#### DATA FOR REVIEW ####

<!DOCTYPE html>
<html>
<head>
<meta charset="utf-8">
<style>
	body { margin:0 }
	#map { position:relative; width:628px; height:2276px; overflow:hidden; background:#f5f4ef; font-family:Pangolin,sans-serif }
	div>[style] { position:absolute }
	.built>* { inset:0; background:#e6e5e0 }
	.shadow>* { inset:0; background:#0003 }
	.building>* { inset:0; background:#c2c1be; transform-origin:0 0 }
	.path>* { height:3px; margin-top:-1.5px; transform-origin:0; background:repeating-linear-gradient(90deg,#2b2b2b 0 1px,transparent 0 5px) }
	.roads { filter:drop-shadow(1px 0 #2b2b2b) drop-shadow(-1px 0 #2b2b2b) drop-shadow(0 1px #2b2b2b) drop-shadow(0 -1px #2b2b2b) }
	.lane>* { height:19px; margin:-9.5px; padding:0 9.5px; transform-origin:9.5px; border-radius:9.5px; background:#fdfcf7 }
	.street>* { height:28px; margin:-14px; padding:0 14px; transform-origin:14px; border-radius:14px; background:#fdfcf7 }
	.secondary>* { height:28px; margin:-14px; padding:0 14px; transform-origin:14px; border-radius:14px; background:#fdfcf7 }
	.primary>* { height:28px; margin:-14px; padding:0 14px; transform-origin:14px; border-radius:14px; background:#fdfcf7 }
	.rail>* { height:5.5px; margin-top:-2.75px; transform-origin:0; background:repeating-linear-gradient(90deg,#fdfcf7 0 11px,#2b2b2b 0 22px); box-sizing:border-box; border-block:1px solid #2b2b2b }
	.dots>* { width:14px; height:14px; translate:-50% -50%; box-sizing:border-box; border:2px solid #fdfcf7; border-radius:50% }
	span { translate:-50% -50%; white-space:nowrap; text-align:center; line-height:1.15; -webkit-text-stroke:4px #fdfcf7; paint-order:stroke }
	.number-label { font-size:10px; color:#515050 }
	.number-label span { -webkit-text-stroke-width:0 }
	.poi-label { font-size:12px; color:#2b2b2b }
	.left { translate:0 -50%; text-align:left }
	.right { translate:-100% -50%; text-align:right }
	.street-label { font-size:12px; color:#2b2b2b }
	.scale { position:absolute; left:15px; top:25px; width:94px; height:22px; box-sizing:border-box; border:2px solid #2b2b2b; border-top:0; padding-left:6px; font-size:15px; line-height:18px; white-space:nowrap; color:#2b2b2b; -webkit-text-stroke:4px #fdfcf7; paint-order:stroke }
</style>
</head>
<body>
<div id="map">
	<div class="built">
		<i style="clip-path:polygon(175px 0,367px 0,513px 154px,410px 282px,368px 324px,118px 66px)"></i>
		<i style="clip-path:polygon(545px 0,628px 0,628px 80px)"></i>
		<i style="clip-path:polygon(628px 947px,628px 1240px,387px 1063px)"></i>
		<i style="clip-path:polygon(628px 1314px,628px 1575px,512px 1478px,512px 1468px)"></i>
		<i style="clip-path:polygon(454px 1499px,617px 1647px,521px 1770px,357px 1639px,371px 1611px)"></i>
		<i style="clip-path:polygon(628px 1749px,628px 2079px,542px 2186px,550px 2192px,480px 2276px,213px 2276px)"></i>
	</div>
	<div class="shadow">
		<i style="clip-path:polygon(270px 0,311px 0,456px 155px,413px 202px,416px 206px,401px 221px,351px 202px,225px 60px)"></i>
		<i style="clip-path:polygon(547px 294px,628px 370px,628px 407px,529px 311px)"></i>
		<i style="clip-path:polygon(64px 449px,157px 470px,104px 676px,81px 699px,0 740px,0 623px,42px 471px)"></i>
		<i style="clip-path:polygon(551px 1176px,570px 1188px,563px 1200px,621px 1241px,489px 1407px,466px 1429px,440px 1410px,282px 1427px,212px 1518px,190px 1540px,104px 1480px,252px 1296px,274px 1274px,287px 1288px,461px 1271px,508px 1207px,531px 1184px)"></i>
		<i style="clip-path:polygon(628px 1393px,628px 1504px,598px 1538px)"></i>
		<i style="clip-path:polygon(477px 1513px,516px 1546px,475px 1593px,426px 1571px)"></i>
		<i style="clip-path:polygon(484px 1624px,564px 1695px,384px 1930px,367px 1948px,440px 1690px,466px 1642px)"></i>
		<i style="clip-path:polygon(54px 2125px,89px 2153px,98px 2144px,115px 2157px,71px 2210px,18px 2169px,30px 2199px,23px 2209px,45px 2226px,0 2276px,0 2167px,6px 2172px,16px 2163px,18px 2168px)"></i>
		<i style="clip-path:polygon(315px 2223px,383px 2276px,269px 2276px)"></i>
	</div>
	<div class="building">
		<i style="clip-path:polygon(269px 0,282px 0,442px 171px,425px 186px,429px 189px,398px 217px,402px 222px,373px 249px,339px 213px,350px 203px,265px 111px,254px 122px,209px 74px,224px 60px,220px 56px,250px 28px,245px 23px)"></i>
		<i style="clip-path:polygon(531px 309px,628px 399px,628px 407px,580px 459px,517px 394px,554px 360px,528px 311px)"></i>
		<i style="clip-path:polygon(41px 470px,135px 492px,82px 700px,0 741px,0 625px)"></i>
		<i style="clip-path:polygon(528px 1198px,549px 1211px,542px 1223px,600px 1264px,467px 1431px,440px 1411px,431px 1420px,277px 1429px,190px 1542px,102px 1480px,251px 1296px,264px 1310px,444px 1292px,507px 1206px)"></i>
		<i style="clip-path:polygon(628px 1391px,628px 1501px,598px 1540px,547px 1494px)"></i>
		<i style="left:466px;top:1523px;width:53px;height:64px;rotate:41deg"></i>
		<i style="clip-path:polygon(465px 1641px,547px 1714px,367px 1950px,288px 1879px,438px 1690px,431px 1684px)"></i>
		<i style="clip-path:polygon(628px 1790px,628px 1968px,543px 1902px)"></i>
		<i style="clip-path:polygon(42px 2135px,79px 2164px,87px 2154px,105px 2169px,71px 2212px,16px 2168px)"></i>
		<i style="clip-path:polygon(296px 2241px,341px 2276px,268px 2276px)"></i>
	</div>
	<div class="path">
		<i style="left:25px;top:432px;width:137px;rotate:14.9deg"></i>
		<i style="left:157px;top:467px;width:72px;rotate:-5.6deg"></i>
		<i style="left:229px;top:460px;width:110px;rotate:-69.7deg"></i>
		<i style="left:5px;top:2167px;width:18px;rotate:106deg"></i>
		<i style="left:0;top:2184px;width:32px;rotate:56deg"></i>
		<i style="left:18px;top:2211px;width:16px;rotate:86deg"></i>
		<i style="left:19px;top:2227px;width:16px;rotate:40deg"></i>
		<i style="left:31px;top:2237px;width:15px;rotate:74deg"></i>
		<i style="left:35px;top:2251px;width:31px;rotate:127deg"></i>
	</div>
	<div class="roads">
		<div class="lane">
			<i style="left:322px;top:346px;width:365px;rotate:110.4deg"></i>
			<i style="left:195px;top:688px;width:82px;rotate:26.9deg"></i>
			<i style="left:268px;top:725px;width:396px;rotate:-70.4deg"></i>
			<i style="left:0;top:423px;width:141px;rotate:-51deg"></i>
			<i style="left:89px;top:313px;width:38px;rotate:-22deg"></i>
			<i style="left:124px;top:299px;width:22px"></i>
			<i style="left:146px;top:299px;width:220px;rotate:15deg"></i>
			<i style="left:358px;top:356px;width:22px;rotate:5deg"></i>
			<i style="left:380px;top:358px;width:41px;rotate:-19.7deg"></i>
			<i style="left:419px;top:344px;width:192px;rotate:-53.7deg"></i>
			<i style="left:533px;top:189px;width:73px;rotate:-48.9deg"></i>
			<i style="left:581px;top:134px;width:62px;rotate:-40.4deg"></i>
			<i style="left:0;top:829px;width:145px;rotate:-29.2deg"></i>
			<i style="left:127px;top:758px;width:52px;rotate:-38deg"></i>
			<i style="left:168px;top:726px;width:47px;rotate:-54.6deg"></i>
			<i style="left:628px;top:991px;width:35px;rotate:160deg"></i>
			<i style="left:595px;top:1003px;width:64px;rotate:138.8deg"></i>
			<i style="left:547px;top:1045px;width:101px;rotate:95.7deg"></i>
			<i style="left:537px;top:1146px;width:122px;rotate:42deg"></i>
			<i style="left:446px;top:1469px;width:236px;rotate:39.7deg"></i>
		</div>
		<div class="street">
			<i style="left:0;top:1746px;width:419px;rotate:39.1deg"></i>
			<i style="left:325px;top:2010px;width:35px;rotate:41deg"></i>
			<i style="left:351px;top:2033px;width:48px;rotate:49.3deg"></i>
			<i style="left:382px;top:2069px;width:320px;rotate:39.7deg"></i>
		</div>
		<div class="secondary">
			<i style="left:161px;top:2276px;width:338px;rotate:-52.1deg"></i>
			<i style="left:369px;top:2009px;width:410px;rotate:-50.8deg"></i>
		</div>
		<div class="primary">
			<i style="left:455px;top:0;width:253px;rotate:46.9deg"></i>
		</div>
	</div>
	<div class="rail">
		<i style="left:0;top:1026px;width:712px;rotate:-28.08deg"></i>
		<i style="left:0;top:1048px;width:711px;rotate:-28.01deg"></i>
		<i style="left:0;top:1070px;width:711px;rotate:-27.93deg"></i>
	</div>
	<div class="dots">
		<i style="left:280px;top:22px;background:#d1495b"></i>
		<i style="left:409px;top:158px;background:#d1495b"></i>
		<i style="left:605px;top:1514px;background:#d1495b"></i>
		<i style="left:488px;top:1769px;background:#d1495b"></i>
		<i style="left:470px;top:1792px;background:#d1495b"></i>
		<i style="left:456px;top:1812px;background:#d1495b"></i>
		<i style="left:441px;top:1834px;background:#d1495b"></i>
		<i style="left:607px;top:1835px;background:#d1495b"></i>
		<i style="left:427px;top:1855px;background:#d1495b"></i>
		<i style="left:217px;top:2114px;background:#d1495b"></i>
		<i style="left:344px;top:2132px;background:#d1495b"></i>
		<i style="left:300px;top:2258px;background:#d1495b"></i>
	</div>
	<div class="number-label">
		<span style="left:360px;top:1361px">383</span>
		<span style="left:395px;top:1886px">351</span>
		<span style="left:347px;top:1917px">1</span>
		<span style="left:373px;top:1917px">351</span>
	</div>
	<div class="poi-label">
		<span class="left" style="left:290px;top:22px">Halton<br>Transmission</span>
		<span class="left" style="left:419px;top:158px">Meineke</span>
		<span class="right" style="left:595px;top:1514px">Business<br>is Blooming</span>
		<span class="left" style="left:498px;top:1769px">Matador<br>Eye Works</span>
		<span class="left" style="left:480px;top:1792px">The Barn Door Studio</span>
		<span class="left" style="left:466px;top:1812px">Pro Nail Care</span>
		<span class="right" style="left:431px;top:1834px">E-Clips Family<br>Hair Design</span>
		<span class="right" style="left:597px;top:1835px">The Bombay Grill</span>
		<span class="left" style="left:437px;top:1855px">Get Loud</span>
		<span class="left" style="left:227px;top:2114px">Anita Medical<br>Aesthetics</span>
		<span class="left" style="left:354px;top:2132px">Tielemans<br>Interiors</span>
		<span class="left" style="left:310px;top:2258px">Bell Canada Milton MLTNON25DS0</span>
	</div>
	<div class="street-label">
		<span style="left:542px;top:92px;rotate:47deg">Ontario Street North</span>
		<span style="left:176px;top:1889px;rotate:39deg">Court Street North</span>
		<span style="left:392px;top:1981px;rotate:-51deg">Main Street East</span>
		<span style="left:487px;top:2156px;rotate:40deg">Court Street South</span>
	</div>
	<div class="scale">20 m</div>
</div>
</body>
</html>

####

= WORK ORDER =
If the string "number" appears in a line of the entries, report the line.

= ANSWER TO THIS PROBLEM =
	.number-label { font-size:10px; color:#515050 }
	.number-label span { -webkit-text-stroke-width:0 }
	<div class="number-label">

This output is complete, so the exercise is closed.